Page 79 of Mafia King's Secret Baby
Outside of Luna’s room, she pauses. I hear her breathe in a deep, shuddering breath.
She won’t look at me.
That’s okay. I don’t need her to.
I just need her to hear.
I move close enough so that I know she can hear me. I inhale, then say the three words that have been eating at me all night. The three words that I never, ever thought I would say to her, or to anyone for that matter.
The three words that need, for some reason, to be said.
“Caterina,” I whisper, making sure I have her attention.
Her eyes snap to mine, and before she darts into the room, I say it.
“You were right.”
The next morning,I am the one avoiding Caterina.
I’m not entirely certain why. I do not often admit that I am wrong, true. But if there is one thing that overrides my pride, it is my honor.
My honor demanded that I tell her the truth.
But my pride hides from it.
Instead, I bury myself in accounts. I answer emails that I would never usually bother to. Nico probably thinks that I have lost my goddamn mind, and perhaps I have, but I do all that I can to remain in the moment, and to keep my brain from thinking of the woman who lives in my home.
My wife.
It is late afternoon when something disturbs me.

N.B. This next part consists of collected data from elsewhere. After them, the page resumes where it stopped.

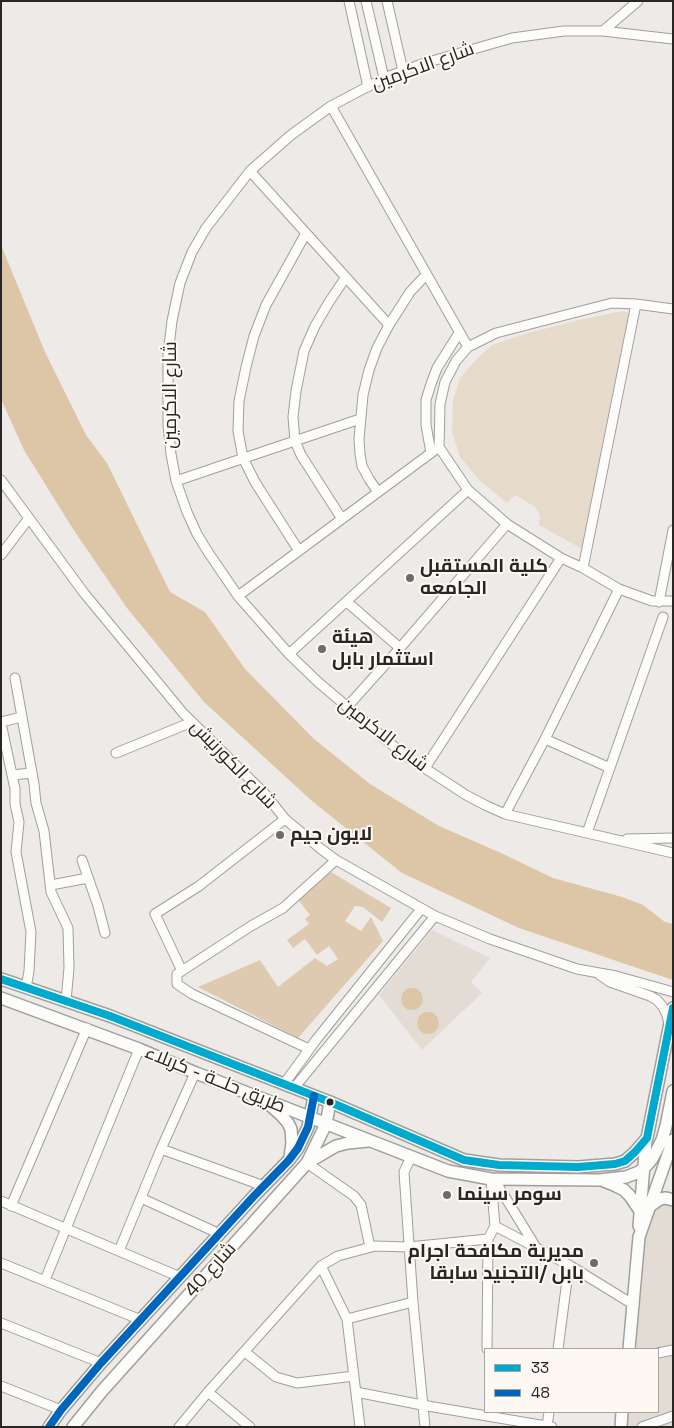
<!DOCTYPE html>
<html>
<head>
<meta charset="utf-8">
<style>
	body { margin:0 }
	#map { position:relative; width:674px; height:1428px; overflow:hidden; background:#edeae7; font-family:"Space Grotesk",sans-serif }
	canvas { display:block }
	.frame { position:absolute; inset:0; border:2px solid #292725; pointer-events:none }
	.legend { position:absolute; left:484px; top:1348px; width:175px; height:65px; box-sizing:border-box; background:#fdf8f1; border:1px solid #a8a49f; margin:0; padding:6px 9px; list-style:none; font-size:15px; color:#292725 }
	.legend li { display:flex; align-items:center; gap:10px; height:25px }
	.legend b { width:25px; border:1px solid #a8a49f }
</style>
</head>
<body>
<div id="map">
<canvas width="674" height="1428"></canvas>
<div class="frame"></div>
<ul class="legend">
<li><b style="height:6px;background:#00a9ce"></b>33</li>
<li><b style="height:6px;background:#0065bd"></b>48</li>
</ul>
</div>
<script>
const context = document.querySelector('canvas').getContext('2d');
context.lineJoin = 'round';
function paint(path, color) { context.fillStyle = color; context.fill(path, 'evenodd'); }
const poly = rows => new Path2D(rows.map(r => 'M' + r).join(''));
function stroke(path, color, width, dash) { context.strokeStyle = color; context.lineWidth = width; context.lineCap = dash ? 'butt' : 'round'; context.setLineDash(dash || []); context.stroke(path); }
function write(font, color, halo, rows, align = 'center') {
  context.font = font + ' "Space Grotesk",Cairo,sans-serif'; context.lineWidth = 4; context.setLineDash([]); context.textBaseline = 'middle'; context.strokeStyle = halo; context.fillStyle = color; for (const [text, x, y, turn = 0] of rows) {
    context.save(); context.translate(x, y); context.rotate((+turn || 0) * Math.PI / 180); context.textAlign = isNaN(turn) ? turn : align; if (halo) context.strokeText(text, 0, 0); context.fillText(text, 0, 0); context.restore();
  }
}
const built = poly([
	[432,930,490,958,471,982,482,993,422,1050,379,995],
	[667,1196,673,1208,673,1427,624,1427,625,1412,658,1412,658,1349,631,1349,643,1211]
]);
const green = poly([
	[623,311,629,313,601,452,582,549,539,525,540,516,536,508,532,505,515,495,507,503,479,480,460,457,452,432,453,400,460,378,475,361,492,345,528,333,579,320]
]);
const forest = poly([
	[331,872,391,908,382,922,363,907,355,906,345,921,361,931,371,917,383,941,298,1038,198,987,260,960,278,987,315,958,327,966,338,959,329,946,317,955,305,939,293,948,287,940,309,924,305,919,310,915,297,898]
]);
const water = poly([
	[1,245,45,352,86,435,107,463,170,592,205,612,245,669,314,739,370,784,439,826,501,853,553,878,622,897,643,905,665,922,673,924,673,980,519,928,402,873,312,801,204,702,127,608,73,529,24,450,1,399],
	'401 999a11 11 0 1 1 22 0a11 11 0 1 1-22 0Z',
	'417 1023a11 11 0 1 1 22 0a11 11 0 1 1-22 0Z'
]);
const minor = poly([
	[349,1,368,87],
	[366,1,384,78],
	[387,1,403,71],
	[603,31,638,1],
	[673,39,603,31,564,31,512,38,425,63,384,78,331,106,291,135,250,171,206,228,192,252,180,283,172,321,168,354,168,425,171,454,176,481,187,512,197,534,208,552,238,596,289,654,318,682,403,754,466,795,485,805,505,814,673,853],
	[331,106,468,347],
	[250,171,389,325],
	[673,309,636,304,612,303,496,333,468,347,456,361,445,382,440,404,439,447,468,490,507,524,561,558,583,568,619,589,652,601,673,601],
	[431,453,426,425,426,400,431,384,437,368,459,333],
	[1,480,84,593,183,713,266,795,285,819,321,849,336,860,435,916,490,939,577,969,616,976,673,992],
	[176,481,360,419],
	[378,492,369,479,362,466,360,454,359,439,363,395,369,370,377,348,389,325,410,292,426,275],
	[342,519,301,455,295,441,293,417,296,391,304,351,315,326,329,302,346,277],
	[299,551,255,482,243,458,238,431,239,401,246,367,254,336,266,305,306,233],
	[1,555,29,518],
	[583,568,636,304],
	[238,596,439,447],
	[347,602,400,648],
	[659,602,673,530],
	[289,654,468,490],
	[15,678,34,784,36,803,44,831,51,892,68,928,69,968,66,1001],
	[347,707,400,648,507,524],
	[1,722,22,717],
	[1,723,15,789,15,804,19,822,16,852,31,932,29,971,26,988],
	[545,739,610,768],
	[116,753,192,722],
	[425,768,561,558],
	[12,775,32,773],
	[505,814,545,739,619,589],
	[587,833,663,617],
	[627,839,673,838],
	[82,860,98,906,105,933],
	[51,885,88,878],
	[182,971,155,914,199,886,285,819],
	[600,975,610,982,650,996,657,1000,663,1007,667,1015,669,1024],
	[309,1049,192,994,177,984,177,974,251,926,283,908,336,860],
	[284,1084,316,1040,421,909],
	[294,1088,435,916],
	[161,1149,264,1186],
	[411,1157,404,1172,413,1302,425,1427],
	[307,1163,354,1196,361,1205,370,1247],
	[494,1179,537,1249],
	[141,1198,220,1234],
	[1,1201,180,1277],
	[11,1206,87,1028],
	[495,1226,569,1265,634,1305],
	[119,1251,161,1149,195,1073],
	[1,1263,141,1320],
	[321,1266,347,1319,360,1427],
	[45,1280,139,1049],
	[347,1319,413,1302],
	[1,1323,101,1363],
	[487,1349,488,1239,495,1226,491,1179],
	[558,1349,569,1265],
	[245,1352,276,1377,297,1383,354,1376],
	[658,1353,673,1350],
	[1,1386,61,1410],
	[208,1392,250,1427],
	[356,1392,422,1405,552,1427],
	[547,1426,549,1412],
	[179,1427,208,1392,321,1266,338,1256,375,1246,409,1247,488,1239],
	[642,1427,673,1416]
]);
const major = poly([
	[1,979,110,1016,330,1102,464,1160,499,1165,578,1167,615,1164,625,1161,635,1152,647,1138,673,1008],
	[1,998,139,1049,196,1073,448,1171,491,1179,600,1180,626,1177,639,1172,647,1165,652,1159,662,1140,666,1126,673,1091],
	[271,1106,281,1115,288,1123,291,1129,292,1143,290,1157],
	[307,1163,336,1146,348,1143,368,1141],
	[604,1181,616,1186,624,1190,630,1196,640,1211],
	[650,1206,660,1199,666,1198,673,1200],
	[639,1226,646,1140],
	[629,1349,639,1237,673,1140],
	[49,1427,61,1410,101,1363,254,1196,289,1160,298,1148,308,1127,314,1096],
	[73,1427,102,1391,307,1163,326,1124,330,1102],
	[621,1427,622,1412]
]);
const bus1 = poly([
	[1,979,110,1016,330,1102,464,1160,499,1165,578,1167,615,1164,625,1161,635,1152,647,1138,673,1008]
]);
const bus2 = poly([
	[49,1427,61,1410,101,1363,254,1196,289,1160,298,1148,308,1127,314,1096]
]);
const markers = [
	[410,578,5,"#6e6b69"],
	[322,649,5,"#6e6b69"],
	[280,835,5,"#6e6b69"],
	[330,1102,4.5,"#292725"],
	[447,1195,5,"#6e6b69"],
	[594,1263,5,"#6e6b69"]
];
const streetNames = [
	["شارع الاكرمين",423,67,-20],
	["شارع الاكرمين",171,395,-90],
	["شارع الاكرمين",383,735,38],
	["شارع الكورنيش",233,765,46],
	["طريق حلــة - كربلاء",215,1080,22],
	["شارع 40",211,1270,-48]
];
const poiNames = [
	["كلية المستقبل",420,567],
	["الجامعه",420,589],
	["هيئة",332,638],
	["استثمار بابل",332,660],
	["لايون جيم",290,835],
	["سومر سينما",457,1195],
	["مديرية مكافحة اجرام",584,1252,"right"],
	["بابل /التجنيد سابقا",584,1274,"right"]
];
paint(built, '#e3dcd4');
paint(green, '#e6dbca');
paint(forest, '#ddcab1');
paint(water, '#dcc6a5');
stroke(minor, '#a19f9c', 11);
stroke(major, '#a19f9c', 14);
stroke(minor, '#fcfcfb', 9);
stroke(major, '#fcfcfb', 11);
stroke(bus1, '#00a9ce', 8);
stroke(bus2, '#0065bd', 8);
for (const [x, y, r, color] of markers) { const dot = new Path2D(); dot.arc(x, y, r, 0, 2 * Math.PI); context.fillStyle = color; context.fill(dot); stroke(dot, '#fdf8f1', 2); }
write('19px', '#292725', '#fdf8f1', streetNames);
write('bold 19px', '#292725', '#fdf8f1', poiNames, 'left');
</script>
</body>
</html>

I hear a small, quiet tapping at my door.
I pause.
Francesca doesn’t knock. She leaves me things at strategic places, where I will be able to find them when I emerge. She does not interrupt things.
And the knock is too small to have been Caterina’s.
My heart feels like it is in my throat, but I rise. I creep over to my office door, and slowly, I turn the handle.
I look down.
A pair of grey eyes that I now realize look like mine blink back up at me. “Hello Mr. Mommy’s Friend.”
She has adopted the name so well.
“Hello, Luna.”
She smiles. “Can you make grilly cheese?”
I have no clue whatsoever what this thing is. “Pardon?”
“Grilly cheese. It has cheese and bread and Mommy puts it in the pan and makes it toasty, but I don’t like it to be too toasty, or Mommy has to take off the bad parts.”
She blinks, and even though my child has spoken to me in English, I haven’t the faintest clue what she needs. “Is this… a food?”
She puts her hands on her hips and glares at me. “Yes silly, it’s a sandwich.”